Will you transcribe all the entries word for word, skipping the pictures they hold?

--- Records shown Enclosed Below ---

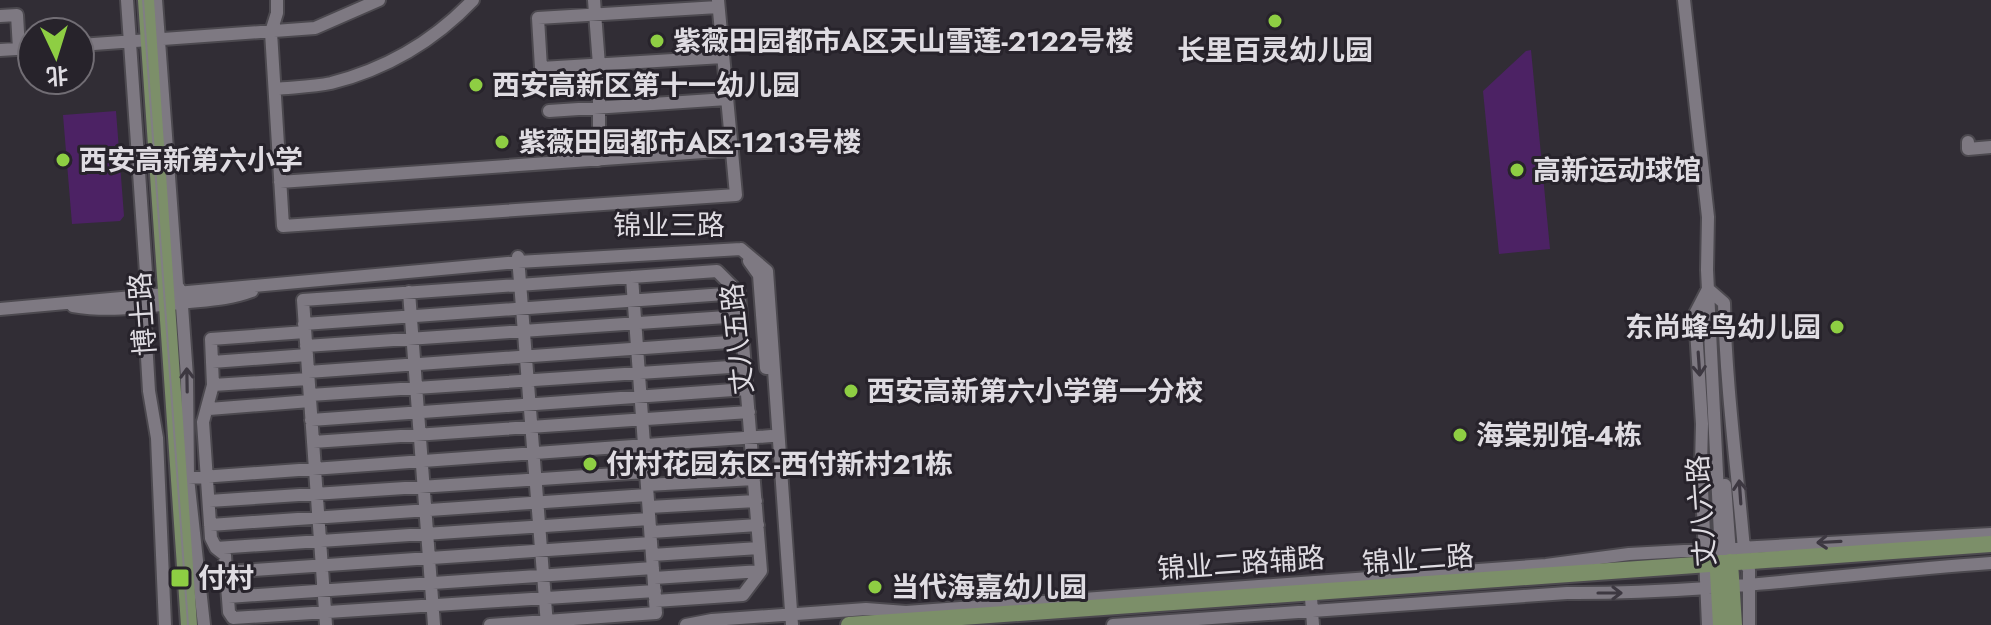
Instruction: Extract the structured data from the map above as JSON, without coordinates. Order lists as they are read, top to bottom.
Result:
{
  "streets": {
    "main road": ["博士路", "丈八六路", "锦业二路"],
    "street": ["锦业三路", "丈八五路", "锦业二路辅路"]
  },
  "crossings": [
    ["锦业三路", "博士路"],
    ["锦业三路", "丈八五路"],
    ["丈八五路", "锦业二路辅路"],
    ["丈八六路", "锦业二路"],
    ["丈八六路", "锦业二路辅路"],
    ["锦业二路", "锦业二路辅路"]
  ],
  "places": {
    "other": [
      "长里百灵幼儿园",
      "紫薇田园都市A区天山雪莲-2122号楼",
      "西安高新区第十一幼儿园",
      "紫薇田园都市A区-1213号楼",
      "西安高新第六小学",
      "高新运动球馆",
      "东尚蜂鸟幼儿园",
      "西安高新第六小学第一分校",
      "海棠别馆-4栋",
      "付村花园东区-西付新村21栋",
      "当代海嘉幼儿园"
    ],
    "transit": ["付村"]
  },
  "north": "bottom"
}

--- End of Enclosed Records shown ---

■ Written solution ■
Instruction: Extract the structured data from the map above as JSON, without coordinates. Order lists as they are read, top to bottom.
Result:
{
  "streets": {
    "main road": ["博士路", "丈八六路", "锦业二路"],
    "street": ["锦业三路", "丈八五路", "锦业二路辅路"]
  },
  "crossings": [
    ["锦业三路", "博士路"],
    ["锦业三路", "丈八五路"],
    ["丈八五路", "锦业二路辅路"],
    ["丈八六路", "锦业二路"],
    ["丈八六路", "锦业二路辅路"],
    ["锦业二路", "锦业二路辅路"]
  ],
  "places": {
    "other": [
      "长里百灵幼儿园",
      "紫薇田园都市A区天山雪莲-2122号楼",
      "西安高新区第十一幼儿园",
      "紫薇田园都市A区-1213号楼",
      "西安高新第六小学",
      "高新运动球馆",
      "东尚蜂鸟幼儿园",
      "西安高新第六小学第一分校",
      "海棠别馆-4栋",
      "付村花园东区-西付新村21栋",
      "当代海嘉幼儿园"
    ],
    "transit": ["付村"]
  },
  "north": "bottom"
}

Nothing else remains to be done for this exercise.